Much has been made of singer, Murray Lightburn’s, tendency to come off as a black Morrissey, but throughout this album you get a peak at a more mature Murray, one that is comfortable in his own skin, singing as carefully as his music requires. Opening track, “Disclaimer” features one of the most laid-back Lightburn vocal performances to date, which is still ridiculously wonderful in its own right.
One of the more apparent attributes of this album, and possibly the one fault, is that this album doesn’t sound quite as complete as The Dears albums from the past. There are some empty spaces throughout the record, which is most likely due to the loss of every member in the band other than Natalia and Murray. Although their traditional soundscapes are not nearly as dense as they once were, it makes way for a lot more intimate moments for the listeners, not to mention the full emergence of Natalia’s vocals. But, most will find that the grandiose soundscapes of typical construction are strikingly absent here.

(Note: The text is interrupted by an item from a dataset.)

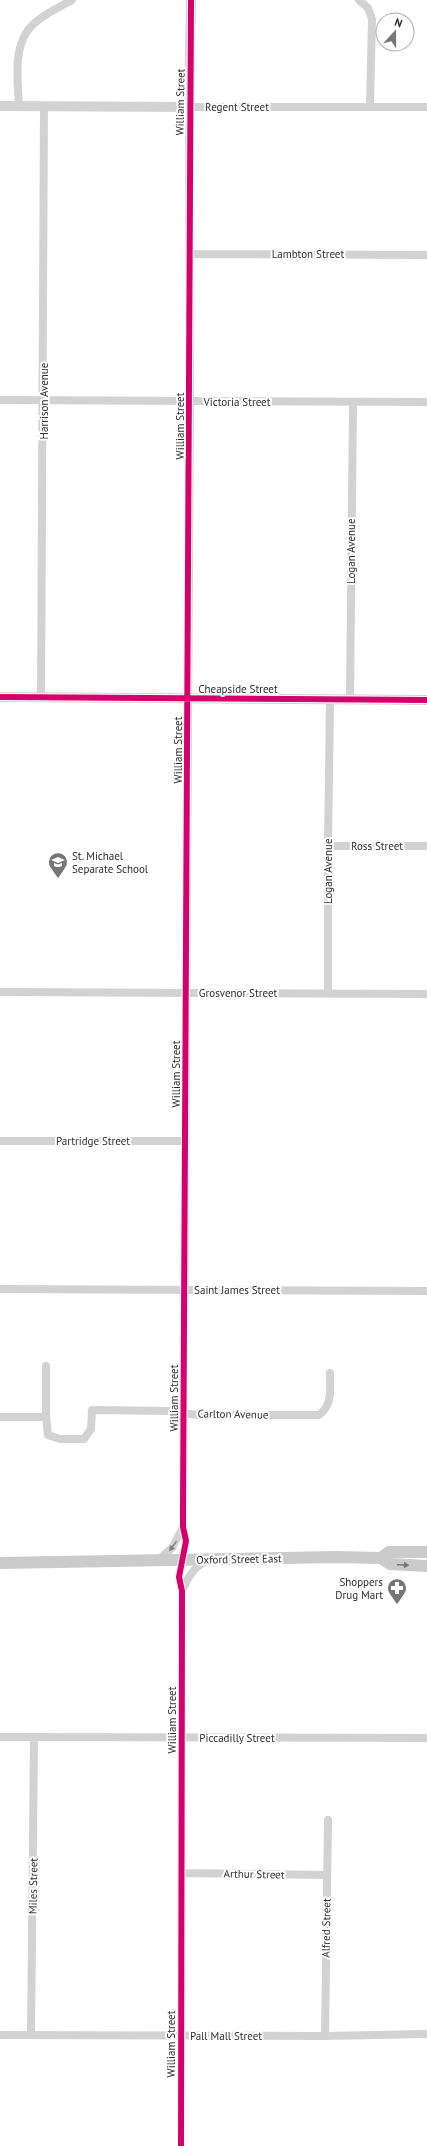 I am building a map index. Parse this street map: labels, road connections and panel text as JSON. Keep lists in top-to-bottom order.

As usual, there is evidence of a certain sense of melancholy and ruination, as evidenced by songs like “Demons,” but the unique organization of the lyrical content in the songs carefully allows for the continual movement of the songs’ statements. After all the trials and tribulations of the band, and couple, heading this album, it’s difficult not to empathize with everything they’ve gone through, even in song.
Admirably, they solider on into that good night. Creating wondrous songs full of lush guitars, ebbs and flows, and subtle defiance. Many of the songs go beyond the 5 minute mark, which really means you have more of The Dears to listen to night after night. The build up towards the final launch in “Missiles” is just an example of the mastery this group has over their songs, perfecting nearly every one.
In the end, we might all skip over this one, or this band for that matter. We may see their absence of credibility with various labels, or the decrease in interest building up to this new album; but, always present will be the incredible songs the group has written, and continues to write, in the face of more adversity than most of us will ever care to endure.